[Data for the task Boundary: Start]

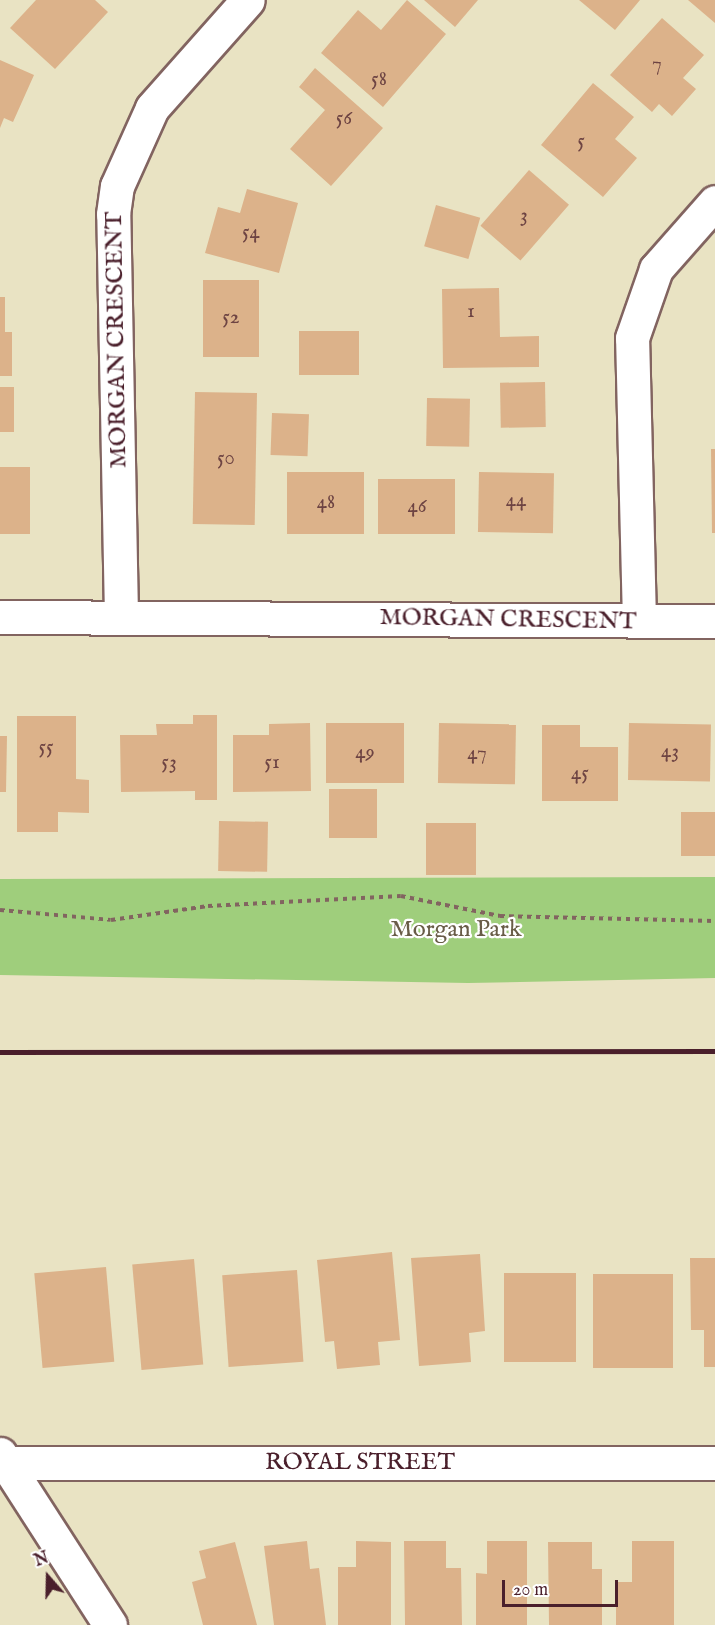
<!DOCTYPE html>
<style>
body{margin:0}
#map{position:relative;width:715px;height:1625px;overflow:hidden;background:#e9e3c3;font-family:"IM FELL English",serif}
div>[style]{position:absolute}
.green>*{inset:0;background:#9fce7c}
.building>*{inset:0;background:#dcb28a;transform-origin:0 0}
.path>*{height:4px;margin-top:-2px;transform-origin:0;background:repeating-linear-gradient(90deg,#826460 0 4.5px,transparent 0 9px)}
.roads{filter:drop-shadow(2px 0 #826460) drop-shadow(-2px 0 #826460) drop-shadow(0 2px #826460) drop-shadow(0 -2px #826460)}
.minor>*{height:33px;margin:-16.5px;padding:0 16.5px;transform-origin:16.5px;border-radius:16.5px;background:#fff}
.rail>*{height:4.5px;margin:-2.25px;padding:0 2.25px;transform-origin:2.25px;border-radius:2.25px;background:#4a1f2b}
span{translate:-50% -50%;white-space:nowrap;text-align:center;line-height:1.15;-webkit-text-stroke:4.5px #fff;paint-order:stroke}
.number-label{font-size:21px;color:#6e4443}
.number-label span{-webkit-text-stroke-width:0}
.street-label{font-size:24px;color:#4a1f2b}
.park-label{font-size:24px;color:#685c47}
.north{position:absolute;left:18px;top:1547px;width:60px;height:60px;-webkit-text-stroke:4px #fff;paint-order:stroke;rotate:340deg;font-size:16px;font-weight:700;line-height:24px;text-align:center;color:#4a1f2b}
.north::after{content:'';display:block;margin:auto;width:21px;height:27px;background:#4a1f2b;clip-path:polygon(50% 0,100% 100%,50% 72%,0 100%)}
.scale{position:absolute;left:502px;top:1580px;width:116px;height:27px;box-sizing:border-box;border:3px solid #4a1f2b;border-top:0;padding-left:8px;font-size:18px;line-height:21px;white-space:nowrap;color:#4a1f2b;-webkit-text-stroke:4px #fff;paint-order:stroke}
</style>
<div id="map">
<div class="green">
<i style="clip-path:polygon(715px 877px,715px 978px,468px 983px,0 975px,0 879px)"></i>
</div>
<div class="building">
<i style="clip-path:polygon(36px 0,95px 0,108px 12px,55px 69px,10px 28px)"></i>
<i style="clip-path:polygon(407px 0,446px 34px,383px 107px,321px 53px,358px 10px,381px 30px)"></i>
<i style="clip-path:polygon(424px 0,478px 0,455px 27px)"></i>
<i style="clip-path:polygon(579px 0,640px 0,615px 30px)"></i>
<i style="clip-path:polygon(688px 0,715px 0,715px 23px)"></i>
<i style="clip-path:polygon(662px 18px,704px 55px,683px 78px,696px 89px,672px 116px,659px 104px,652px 112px,610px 75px)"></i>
<i style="clip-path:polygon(0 60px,34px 75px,13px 122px,4px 118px,0 128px)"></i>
<i style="clip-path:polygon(315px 68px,383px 128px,331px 186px,290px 149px,325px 110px,299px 87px)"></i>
<i style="clip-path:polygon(593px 83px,634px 117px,615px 139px,637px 158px,603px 197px,541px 145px)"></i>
<i style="left:529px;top:170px;width:53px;height:74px;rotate:41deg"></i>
<i style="clip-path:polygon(247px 189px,298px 203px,279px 273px,205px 253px,218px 207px,240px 213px)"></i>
<i style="left:436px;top:205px;width:46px;height:43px;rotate:16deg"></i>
<i style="left:203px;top:280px;width:56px;height:77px"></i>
<i style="clip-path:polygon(499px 288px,500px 337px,539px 336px,539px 367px,443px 368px,442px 289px)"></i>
<i style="clip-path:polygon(0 297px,5px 297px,5px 332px,12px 332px,12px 376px,0 376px)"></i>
<i style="left:299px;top:331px;width:60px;height:44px"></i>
<i style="left:545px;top:382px;width:45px;height:45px;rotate:89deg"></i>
<i style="left:14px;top:387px;width:45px;height:14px;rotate:90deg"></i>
<i style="left:195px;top:392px;width:62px;height:132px;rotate:1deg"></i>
<i style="left:427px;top:398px;width:43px;height:48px;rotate:1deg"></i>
<i style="left:272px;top:413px;width:37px;height:42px;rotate:2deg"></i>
<i style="clip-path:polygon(711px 449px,715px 449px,715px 533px,712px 533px)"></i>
<i style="left:0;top:467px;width:30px;height:67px"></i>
<i style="left:287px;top:472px;width:77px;height:62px"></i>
<i style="left:479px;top:472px;width:75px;height:60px;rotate:1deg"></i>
<i style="left:455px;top:479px;width:55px;height:77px;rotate:90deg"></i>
<i style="clip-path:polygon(193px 715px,217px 715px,217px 800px,195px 800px,195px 791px,121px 792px,120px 735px,157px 735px,156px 724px,193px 724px)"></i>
<i style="clip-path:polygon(17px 716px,76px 716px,76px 779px,89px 780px,89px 813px,58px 812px,58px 832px,17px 832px)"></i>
<i style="clip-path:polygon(310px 723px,311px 791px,233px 792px,233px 735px,269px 735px,269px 724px)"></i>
<i style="left:326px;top:723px;width:78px;height:60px"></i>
<i style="left:439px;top:723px;width:77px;height:60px;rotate:1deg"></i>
<i style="left:629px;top:723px;width:82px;height:57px;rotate:1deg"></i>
<i style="clip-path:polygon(542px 725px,580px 725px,580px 747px,618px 747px,618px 801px,542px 801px)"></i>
<i style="clip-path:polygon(0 736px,7px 736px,6px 792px,0 792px)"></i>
<i style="left:329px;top:789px;width:48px;height:49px"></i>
<i style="left:715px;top:812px;width:44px;height:34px;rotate:90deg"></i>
<i style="left:219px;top:821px;width:49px;height:50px;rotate:1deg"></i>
<i style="left:426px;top:823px;width:50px;height:52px"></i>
<i style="clip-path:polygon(392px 1252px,400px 1340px,378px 1342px,380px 1365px,337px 1369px,334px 1341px,325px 1342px,317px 1260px)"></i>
<i style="clip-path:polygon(480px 1254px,485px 1331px,469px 1333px,471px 1362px,419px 1366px,411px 1258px)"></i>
<i style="clip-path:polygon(690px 1258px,715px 1258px,715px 1367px,704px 1367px,704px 1330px,691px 1330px)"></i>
<i style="left:194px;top:1259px;width:106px;height:62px;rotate:85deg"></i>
<i style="left:106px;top:1267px;width:95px;height:72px;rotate:85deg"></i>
<i style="left:297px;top:1270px;width:92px;height:75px;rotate:86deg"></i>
<i style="left:504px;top:1273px;width:72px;height:89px"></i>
<i style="left:593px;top:1274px;width:80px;height:94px"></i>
<i style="clip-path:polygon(307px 1541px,310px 1569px,319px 1568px,326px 1625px,274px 1625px,264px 1546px)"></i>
<i style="clip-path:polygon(356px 1541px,391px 1542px,391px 1625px,338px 1625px,338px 1567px,356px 1567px)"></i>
<i style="clip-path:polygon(404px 1541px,446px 1541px,446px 1568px,461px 1568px,462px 1625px,405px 1625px)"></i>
<i style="clip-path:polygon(487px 1541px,527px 1541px,527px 1625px,476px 1625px,476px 1573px,487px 1574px)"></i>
<i style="clip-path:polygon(632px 1541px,674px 1541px,674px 1625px,616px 1625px,616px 1582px,632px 1582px)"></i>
<i style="clip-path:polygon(235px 1542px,257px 1625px,203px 1625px,192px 1582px,206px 1578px,199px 1551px)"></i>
<i style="clip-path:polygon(548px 1542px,592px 1542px,592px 1569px,602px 1569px,602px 1625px,549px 1625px)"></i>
</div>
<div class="path">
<i style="left:0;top:910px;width:111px;rotate:5.1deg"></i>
<i style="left:111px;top:920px;width:98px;rotate:-8.2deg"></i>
<i style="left:208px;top:906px;width:193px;rotate:-3deg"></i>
<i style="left:401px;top:896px;width:101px;rotate:11.4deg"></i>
<i style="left:500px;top:916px;width:215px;rotate:1.3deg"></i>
</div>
<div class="roads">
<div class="minor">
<i style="left:121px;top:616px;width:402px;rotate:-91.1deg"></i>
<i style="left:113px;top:214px;width:28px;rotate:-82deg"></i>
<i style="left:117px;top:186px;width:85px;rotate:-65.8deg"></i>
<i style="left:152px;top:108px;width:144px;rotate:-48.4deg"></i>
<i style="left:0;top:617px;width:715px;rotate:0.32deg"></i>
<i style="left:639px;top:621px;width:283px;rotate:-91.4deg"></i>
<i style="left:632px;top:338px;width:73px;rotate:-70.8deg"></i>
<i style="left:656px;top:269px;width:89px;rotate:-48.6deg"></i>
<i style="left:0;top:1454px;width:203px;rotate:57.2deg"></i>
<i style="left:6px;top:1463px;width:709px"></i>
</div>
</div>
<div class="rail">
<i style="left:0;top:1052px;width:715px;rotate:-0.08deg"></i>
</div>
<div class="number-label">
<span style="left:657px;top:65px">7</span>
<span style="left:379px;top:80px">58</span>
<span style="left:344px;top:119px">56</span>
<span style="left:581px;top:142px">5</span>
<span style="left:524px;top:216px">3</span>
<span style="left:251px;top:233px">54</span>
<span style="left:471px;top:312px">1</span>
<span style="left:231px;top:318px">52</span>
<span style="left:226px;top:459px">50</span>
<span style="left:516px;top:501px">44</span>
<span style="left:326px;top:503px">48</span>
<span style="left:417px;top:507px">46</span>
<span style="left:46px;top:748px">55</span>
<span style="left:670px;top:752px">43</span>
<span style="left:365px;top:753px">49</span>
<span style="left:477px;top:754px">47</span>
<span style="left:169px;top:763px">53</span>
<span style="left:272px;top:763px">51</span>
<span style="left:580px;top:774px">45</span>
</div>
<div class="street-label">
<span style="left:117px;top:340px;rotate:-91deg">MORGAN CRESCENT</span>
<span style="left:508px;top:620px;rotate:1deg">MORGAN CRESCENT</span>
<span style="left:360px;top:1463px">ROYAL STREET</span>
</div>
<div class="park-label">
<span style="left:456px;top:930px">Morgan Park</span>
</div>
<div class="north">N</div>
<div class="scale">20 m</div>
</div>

[Data for the task Boundary: End]

_What to work on:_ Exact repetition required: repeat the first line of the listing above, the line containing "0 #826460) drop-shadow(-2px", and every line between, leaving out pictures.

_Task response:_
<!DOCTYPE html>
<style>
body{margin:0}
#map{position:relative;width:715px;height:1625px;overflow:hidden;background:#e9e3c3;font-family:"IM FELL English",serif}
div>[style]{position:absolute}
.green>*{inset:0;background:#9fce7c}
.building>*{inset:0;background:#dcb28a;transform-origin:0 0}
.path>*{height:4px;margin-top:-2px;transform-origin:0;background:repeating-linear-gradient(90deg,#826460 0 4.5px,transparent 0 9px)}
.roads{filter:drop-shadow(2px 0 #826460) drop-shadow(-2px 0 #826460) drop-shadow(0 2px #826460) drop-shadow(0 -2px #826460)}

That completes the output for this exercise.